June 02, 2006

イタリアエスプレッソ探訪記パート1

相棒がベルンに行った後に、イタリアに寄って来てました(いいなぁ!)
その時の探訪記パート1です。
この記事をメールで送って来て、彼は北海道へと旅立ちました。
今頃はおいしい海の幸を食べているでしょうか?!(いいなぁ!←その2)

-------------------

WBCでスイスを発った後にイタリアはローマを訪れましたので、そこでのBAR(バール)巡りについて話したいと思います。

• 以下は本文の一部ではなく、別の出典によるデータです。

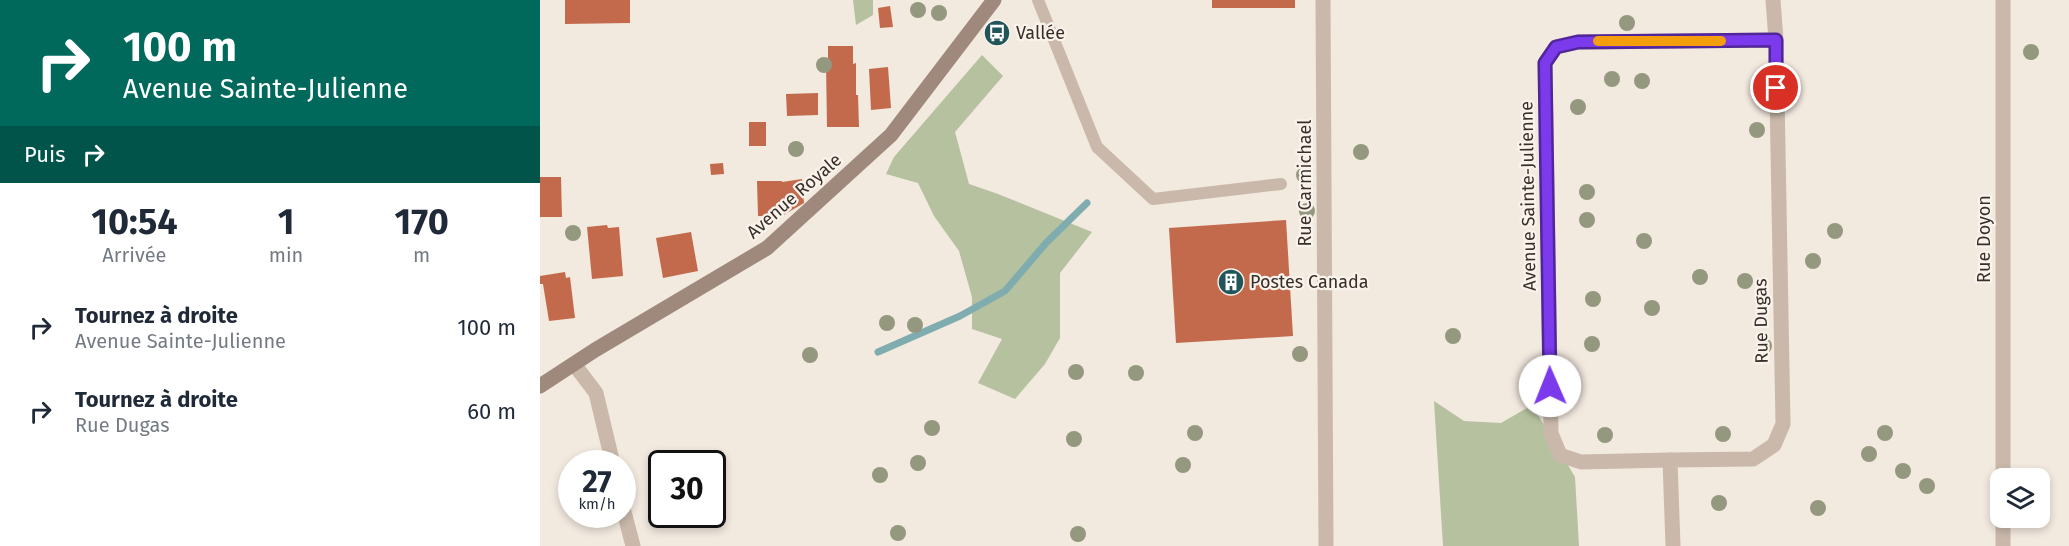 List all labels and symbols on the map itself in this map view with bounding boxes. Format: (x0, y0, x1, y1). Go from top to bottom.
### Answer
bus stop icon: Vallée (982, 18, 1012, 48)
place label: Vallée (1016, 22, 1065, 44)
pin (1750, 62, 1801, 113)
street label: Avenue Sainte-Julienne (1515, 101, 1541, 291)
street label: Rue Carmichael (1294, 119, 1316, 247)
street label: Avenue Royale (742, 149, 846, 243)
street label: Rue Doyon (1973, 195, 1995, 283)
building icon: Postes Canada (1216, 267, 1246, 297)
place label: Postes Canada (1250, 271, 1369, 293)
street label: Rue Dugas (1749, 278, 1773, 364)
position arrow (1518, 354, 1582, 418)
speed limit sign: 30 (648, 450, 726, 528)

great_espressoエスプレッソ発祥の地、イタリアでは100年以上も前からエスプレッソが飲まれていました。
私はシアトル系カフェの出身ですが、そのシアトルエスプレッソの歴史を遥か何十年以上も凌ぐのがイタリアで、まさにそこはエスプレッソの国なのです。
 
ここでまず先にエスプレッソの歴史について少し触れたいと思います。

エスプレッソは19世紀にイタリアではじまり、現在に至ります。

ここでは様々な試行錯誤があり、その核心となるべき部分は

「いかに素早くお湯がコーヒー粉を通り抜け、抽出することが出来るか」

の研究だったと言われています。

単純に考えて、コーヒー粉の中を素早くお湯を通すためには・・・
  1. お湯そのものの重力により素早く通す
  2. 気圧の変化を生じさせて、その力で素早く通す
の2種類があります。

お湯そのものの重力など限度がありますから、気圧の変化を生じさせることがポイントになります。これがエスプレッソを生み出す鍵となったのです。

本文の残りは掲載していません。